[Stored data entries]
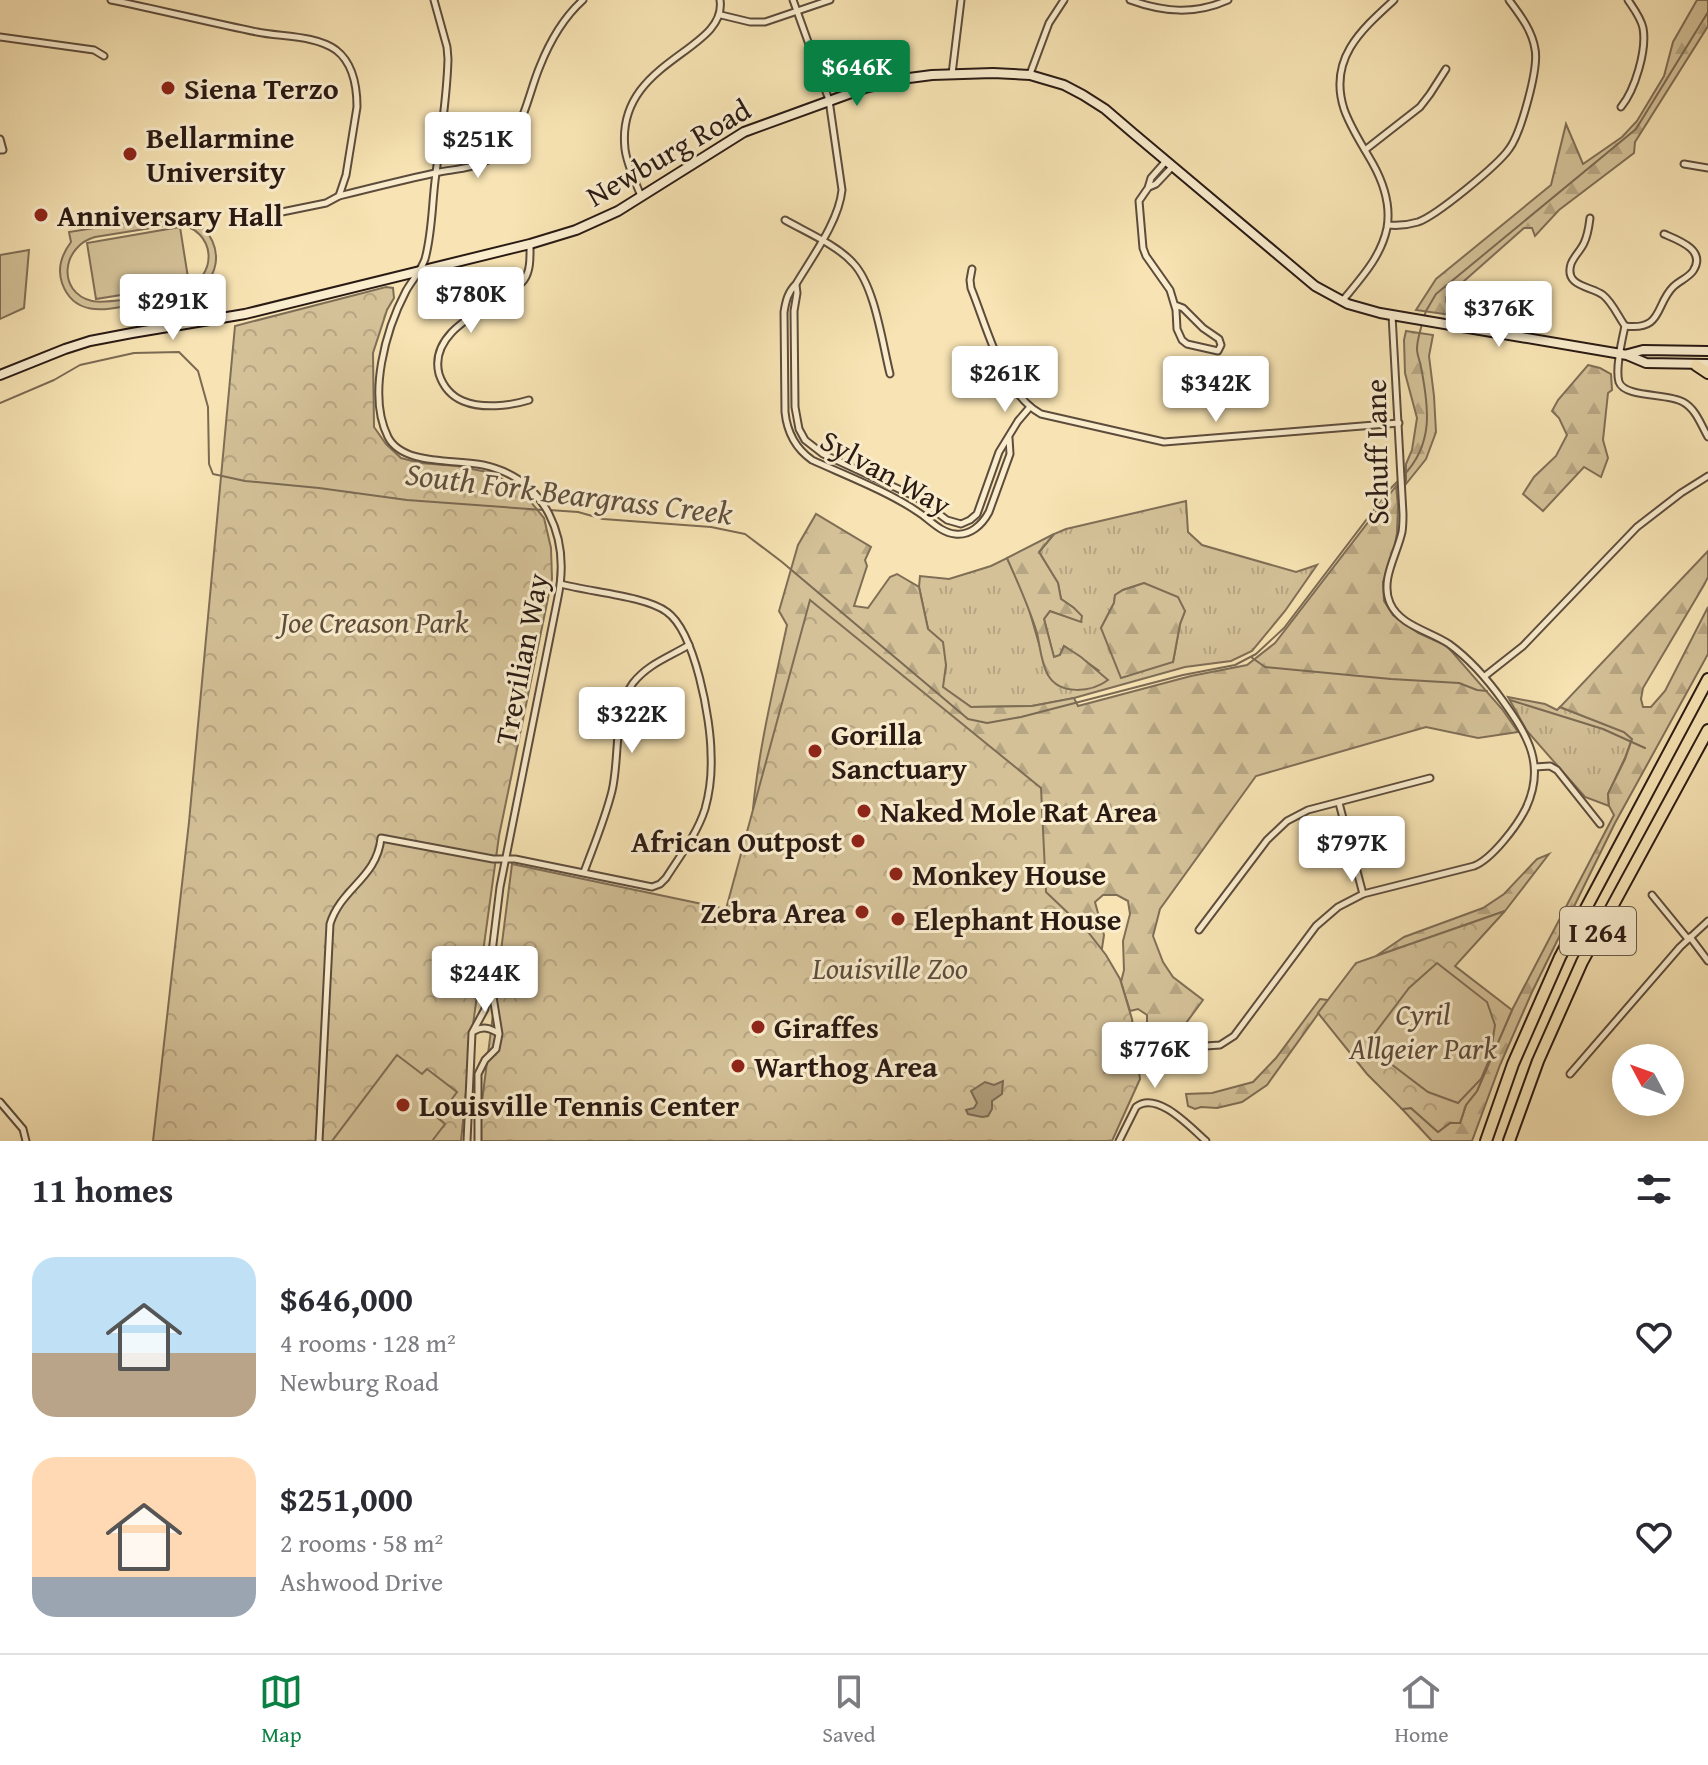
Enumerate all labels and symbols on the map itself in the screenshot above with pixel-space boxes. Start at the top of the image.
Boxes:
pin: $646K [801,40,913,108]
place label: Siena Terzo [184,66,339,110]
marker: Siena Terzo [159,79,177,97]
street label: Newburg Road [578,87,758,217]
pin: $251K [422,112,534,180]
place label: Bellarmine University [146,115,295,193]
marker: Bellarmine University [121,145,139,163]
place label: Anniversary Hall [57,193,283,237]
marker: Anniversary Hall [32,206,50,224]
pin: $780K [415,267,527,335]
pin: $291K [117,274,229,342]
pin: $376K [1443,281,1555,349]
pin: $261K [949,346,1061,414]
pin: $342K [1160,356,1272,424]
street label: Schuff Lane [1353,379,1399,525]
street label: Sylvan Way [813,418,959,526]
water label: South Fork Beargrass Creek [403,450,736,536]
street label: Trevilian Way [483,569,559,749]
park label: Joe Creason Park [275,600,469,644]
pin: $322K [576,687,688,755]
place label: Gorilla Sanctuary [831,712,967,790]
marker: Gorilla Sanctuary [806,742,824,760]
place label: Naked Mole Rat Area [880,789,1158,833]
marker: Naked Mole Rat Area [855,802,873,820]
pin: $797K [1296,816,1408,884]
place label: African Outpost [631,819,843,863]
marker: African Outpost [849,832,867,850]
place label: Monkey House [912,852,1106,896]
marker: Monkey House [887,865,905,883]
place label: Zebra Area [700,890,847,934]
place label: Elephant House [914,897,1122,941]
marker: Zebra Area [853,903,871,921]
road number: I 264 [1560,907,1636,955]
marker: Elephant House [889,910,907,928]
pin: $244K [429,946,541,1014]
park label: Louisville Zoo [811,946,968,990]
park label: Cyril Allgeier Park [1348,992,1497,1070]
place label: Giraffes [774,1005,879,1049]
marker: Giraffes [749,1018,767,1036]
pin: $776K [1099,1022,1211,1090]
place label: Warthog Area [754,1044,938,1088]
north arrow [1612,1044,1684,1116]
marker: Warthog Area [729,1057,747,1075]
place label: Louisville Tennis Center [419,1083,740,1127]
marker: Louisville Tennis Center [394,1096,412,1114]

Exercise goal: Scan the records above and show every line in which the word "Outpost" occurs.

Reply:
place label: African Outpost [631,819,843,863]
marker: African Outpost [849,832,867,850]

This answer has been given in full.